▶ Required action: Please show every line from the entries that carries the word "Coop".

= Beginning of Section =

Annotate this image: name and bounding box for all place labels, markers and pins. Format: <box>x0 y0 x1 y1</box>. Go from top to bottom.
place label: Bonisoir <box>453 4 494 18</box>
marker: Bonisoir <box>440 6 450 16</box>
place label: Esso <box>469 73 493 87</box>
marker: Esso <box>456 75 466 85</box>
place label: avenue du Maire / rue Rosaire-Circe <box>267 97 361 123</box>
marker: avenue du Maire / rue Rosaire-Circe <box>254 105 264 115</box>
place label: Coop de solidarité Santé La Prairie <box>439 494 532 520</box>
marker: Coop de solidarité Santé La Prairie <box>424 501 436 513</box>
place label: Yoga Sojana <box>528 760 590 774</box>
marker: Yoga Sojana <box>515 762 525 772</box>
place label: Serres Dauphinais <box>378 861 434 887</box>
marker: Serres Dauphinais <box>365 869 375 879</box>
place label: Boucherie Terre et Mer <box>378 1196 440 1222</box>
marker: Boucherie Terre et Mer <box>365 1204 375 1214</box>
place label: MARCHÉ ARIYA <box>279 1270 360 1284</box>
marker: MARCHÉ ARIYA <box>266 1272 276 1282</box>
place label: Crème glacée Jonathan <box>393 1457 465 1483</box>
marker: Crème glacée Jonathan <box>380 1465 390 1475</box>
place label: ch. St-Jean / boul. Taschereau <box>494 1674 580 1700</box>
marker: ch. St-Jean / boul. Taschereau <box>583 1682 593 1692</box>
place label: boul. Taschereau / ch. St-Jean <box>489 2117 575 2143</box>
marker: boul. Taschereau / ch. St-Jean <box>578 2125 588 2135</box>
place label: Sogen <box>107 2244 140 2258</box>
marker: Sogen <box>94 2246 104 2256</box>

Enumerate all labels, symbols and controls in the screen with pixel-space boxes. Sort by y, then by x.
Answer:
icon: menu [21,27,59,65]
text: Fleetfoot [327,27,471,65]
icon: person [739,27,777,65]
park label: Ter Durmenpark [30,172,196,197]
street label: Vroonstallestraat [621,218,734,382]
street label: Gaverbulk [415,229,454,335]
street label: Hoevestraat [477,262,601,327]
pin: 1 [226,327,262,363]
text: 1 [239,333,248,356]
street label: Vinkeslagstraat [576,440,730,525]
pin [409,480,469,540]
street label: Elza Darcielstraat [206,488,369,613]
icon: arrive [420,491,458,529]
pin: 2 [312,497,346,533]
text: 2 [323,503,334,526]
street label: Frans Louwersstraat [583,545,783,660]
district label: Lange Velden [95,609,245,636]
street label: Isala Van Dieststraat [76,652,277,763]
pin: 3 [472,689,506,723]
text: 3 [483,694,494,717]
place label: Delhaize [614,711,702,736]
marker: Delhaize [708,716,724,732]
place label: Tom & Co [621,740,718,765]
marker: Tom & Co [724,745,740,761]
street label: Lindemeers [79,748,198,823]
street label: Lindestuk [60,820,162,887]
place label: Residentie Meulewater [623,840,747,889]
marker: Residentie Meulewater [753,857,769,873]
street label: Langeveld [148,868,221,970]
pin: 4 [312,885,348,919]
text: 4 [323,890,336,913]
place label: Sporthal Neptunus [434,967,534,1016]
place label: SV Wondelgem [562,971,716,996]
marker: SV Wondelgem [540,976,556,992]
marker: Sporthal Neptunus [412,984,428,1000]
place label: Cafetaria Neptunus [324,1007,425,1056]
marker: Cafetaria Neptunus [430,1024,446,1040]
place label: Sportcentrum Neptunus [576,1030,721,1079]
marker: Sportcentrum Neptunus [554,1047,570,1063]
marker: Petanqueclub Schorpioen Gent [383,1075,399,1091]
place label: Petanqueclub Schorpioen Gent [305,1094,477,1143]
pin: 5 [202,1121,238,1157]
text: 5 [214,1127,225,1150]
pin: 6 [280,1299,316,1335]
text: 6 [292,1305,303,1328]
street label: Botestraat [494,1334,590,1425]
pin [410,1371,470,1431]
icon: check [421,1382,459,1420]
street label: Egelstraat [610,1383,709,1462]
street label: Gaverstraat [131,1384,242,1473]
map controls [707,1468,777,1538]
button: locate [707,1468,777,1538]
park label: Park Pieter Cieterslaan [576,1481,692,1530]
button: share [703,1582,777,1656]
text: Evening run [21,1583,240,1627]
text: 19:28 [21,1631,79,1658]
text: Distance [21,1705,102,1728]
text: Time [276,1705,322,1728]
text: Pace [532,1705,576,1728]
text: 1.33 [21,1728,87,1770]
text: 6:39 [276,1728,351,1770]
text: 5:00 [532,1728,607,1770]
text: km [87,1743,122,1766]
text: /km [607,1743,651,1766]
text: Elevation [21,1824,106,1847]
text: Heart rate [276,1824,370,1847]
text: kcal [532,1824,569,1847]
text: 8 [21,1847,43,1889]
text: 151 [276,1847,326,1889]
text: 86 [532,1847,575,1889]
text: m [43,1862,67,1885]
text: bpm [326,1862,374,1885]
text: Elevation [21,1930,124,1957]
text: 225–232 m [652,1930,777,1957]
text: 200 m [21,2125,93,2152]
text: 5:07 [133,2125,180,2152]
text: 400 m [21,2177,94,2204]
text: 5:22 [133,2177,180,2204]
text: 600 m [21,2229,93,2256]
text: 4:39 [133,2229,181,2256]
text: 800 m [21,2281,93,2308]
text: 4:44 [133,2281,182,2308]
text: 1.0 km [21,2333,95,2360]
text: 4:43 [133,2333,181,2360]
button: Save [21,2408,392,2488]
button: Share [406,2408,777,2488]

= End of Section =

▶ Solution for this task:
place label: Coop de solidarité Santé La Prairie <box>439 494 532 520</box>
marker: Coop de solidarité Santé La Prairie <box>424 501 436 513</box>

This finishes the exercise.